*SUPPLIED DATA*:
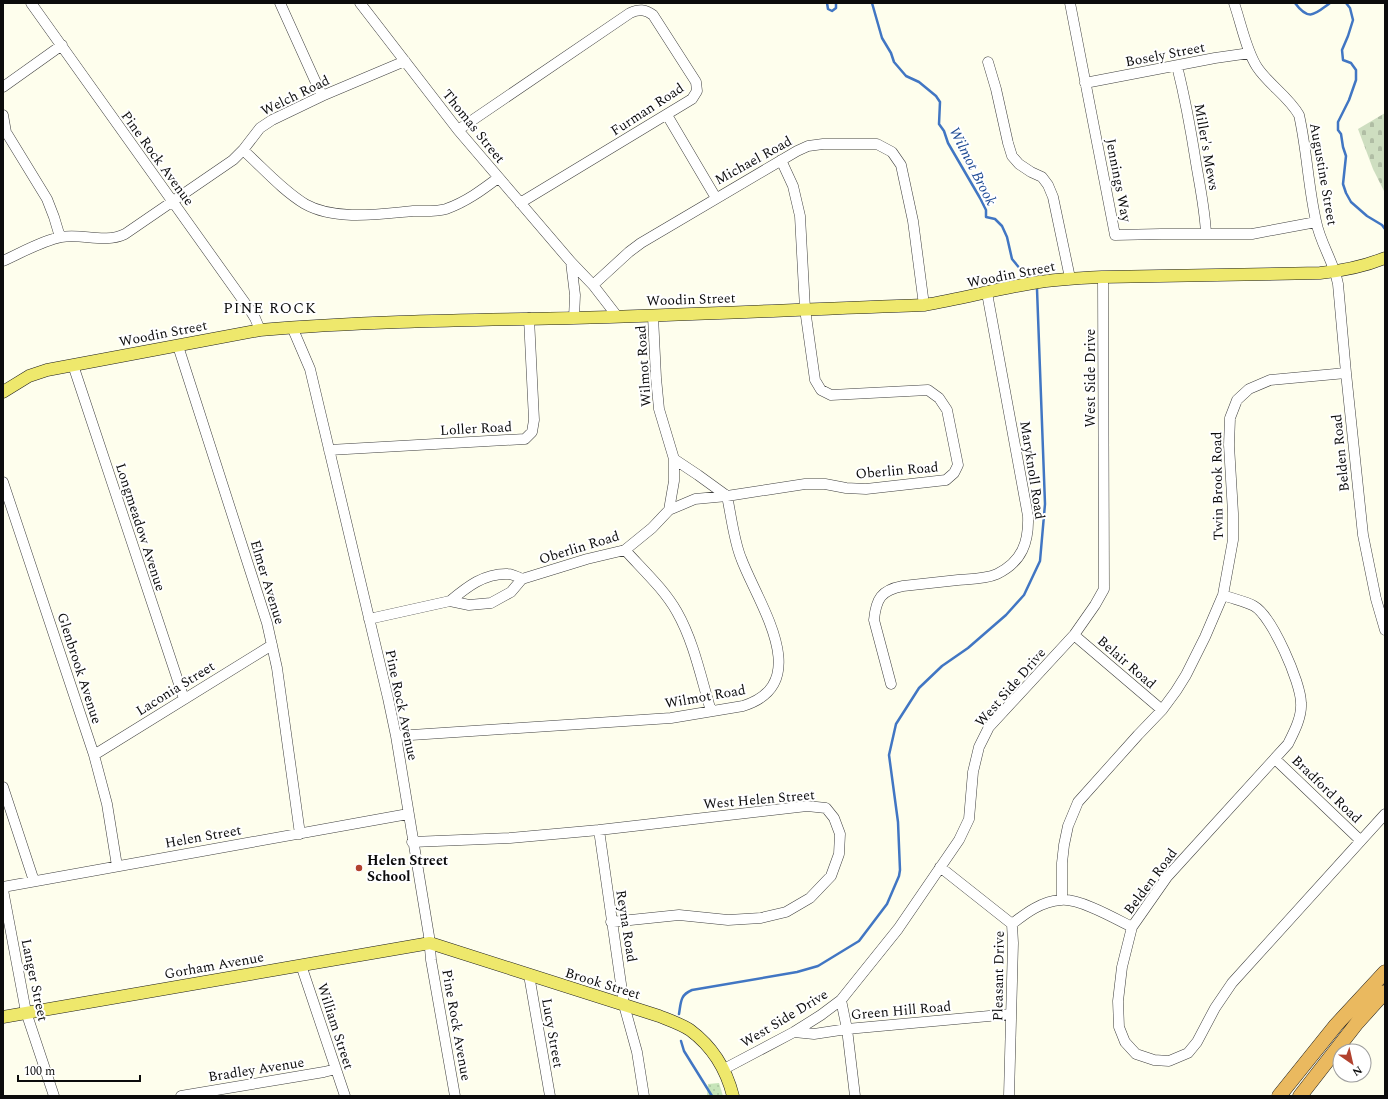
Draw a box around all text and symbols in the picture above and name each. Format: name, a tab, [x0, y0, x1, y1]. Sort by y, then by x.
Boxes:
street label: Bosely Street	[1123, 36, 1207, 73]
street label: Welch Road	[257, 70, 333, 121]
street label: Furman Road	[606, 78, 688, 141]
street label: Thomas Street	[437, 85, 510, 168]
street label: Miller's Mews	[1189, 102, 1225, 192]
street label: Pine Rock Avenue	[116, 106, 199, 210]
street label: Augustine Street	[1304, 121, 1343, 227]
water label: Wilmot Brook	[943, 123, 1002, 210]
street label: Michael Road	[711, 130, 796, 190]
street label: Jennings Way	[1100, 137, 1137, 225]
street label: Woodin Street	[965, 256, 1057, 293]
street label: Woodin Street	[646, 287, 736, 312]
district label: PINE ROCK	[223, 297, 317, 320]
street label: Woodin Street	[117, 315, 209, 352]
street label: Wilmot Road	[630, 324, 657, 407]
street label: West Side Drive	[1080, 328, 1101, 427]
street label: Belden Road	[1326, 413, 1355, 493]
street label: Loller Road	[440, 416, 513, 441]
street label: Maryknoll Road	[1014, 419, 1051, 521]
street label: Twin Brook Road	[1206, 431, 1229, 541]
street label: Oberlin Road	[855, 456, 940, 485]
street label: Longmeadow Avenue	[110, 460, 171, 594]
street label: Oberlin Road	[536, 525, 622, 570]
street label: Elmer Avenue	[245, 537, 290, 627]
street label: Glenbrook Avenue	[52, 610, 107, 727]
street label: Belair Road	[1093, 631, 1161, 694]
street label: West Side Drive	[970, 643, 1051, 732]
street label: Pine Rock Avenue	[380, 648, 424, 763]
street label: Laconia Street	[132, 656, 219, 721]
street label: Wilmot Road	[663, 679, 747, 714]
street label: Bradford Road	[1287, 750, 1367, 828]
street label: West Helen Street	[702, 784, 816, 815]
street label: Helen Street	[163, 819, 243, 854]
street label: Belden Road	[1119, 844, 1182, 919]
place label: Helen Street School	[367, 850, 449, 887]
marker: Helen Street School	[354, 863, 364, 873]
street label: Reyna Road	[610, 889, 643, 964]
street label: Pleasant Drive	[987, 930, 1010, 1021]
street label: Langer Street	[16, 937, 54, 1023]
street label: Gorham Avenue	[163, 946, 266, 985]
street label: Brook Street	[562, 962, 643, 1005]
street label: Pine Rock Avenue	[436, 968, 477, 1083]
street label: William Street	[312, 980, 359, 1072]
street label: West Side Drive	[737, 984, 832, 1053]
street label: Green Hill Road	[850, 996, 952, 1025]
street label: Lucy Street	[536, 997, 569, 1070]
north arrow	[1332, 1043, 1372, 1083]
street label: Bradley Avenue	[207, 1052, 306, 1087]
scale bar	[18, 1057, 140, 1083]
text: N	[1349, 1061, 1366, 1080]
text: 100 m	[24, 1062, 55, 1081]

*ACTION ITEM*:
In the entries above, find each line with the word "text" and show it.

*REPLY*:
Draw a box around all text and symbols in the picture above and name each. Format: name, a tab, [x0, y0, x1, y1]. Sort by y, then by x.
text: N	[1349, 1061, 1366, 1080]
text: 100 m	[24, 1062, 55, 1081]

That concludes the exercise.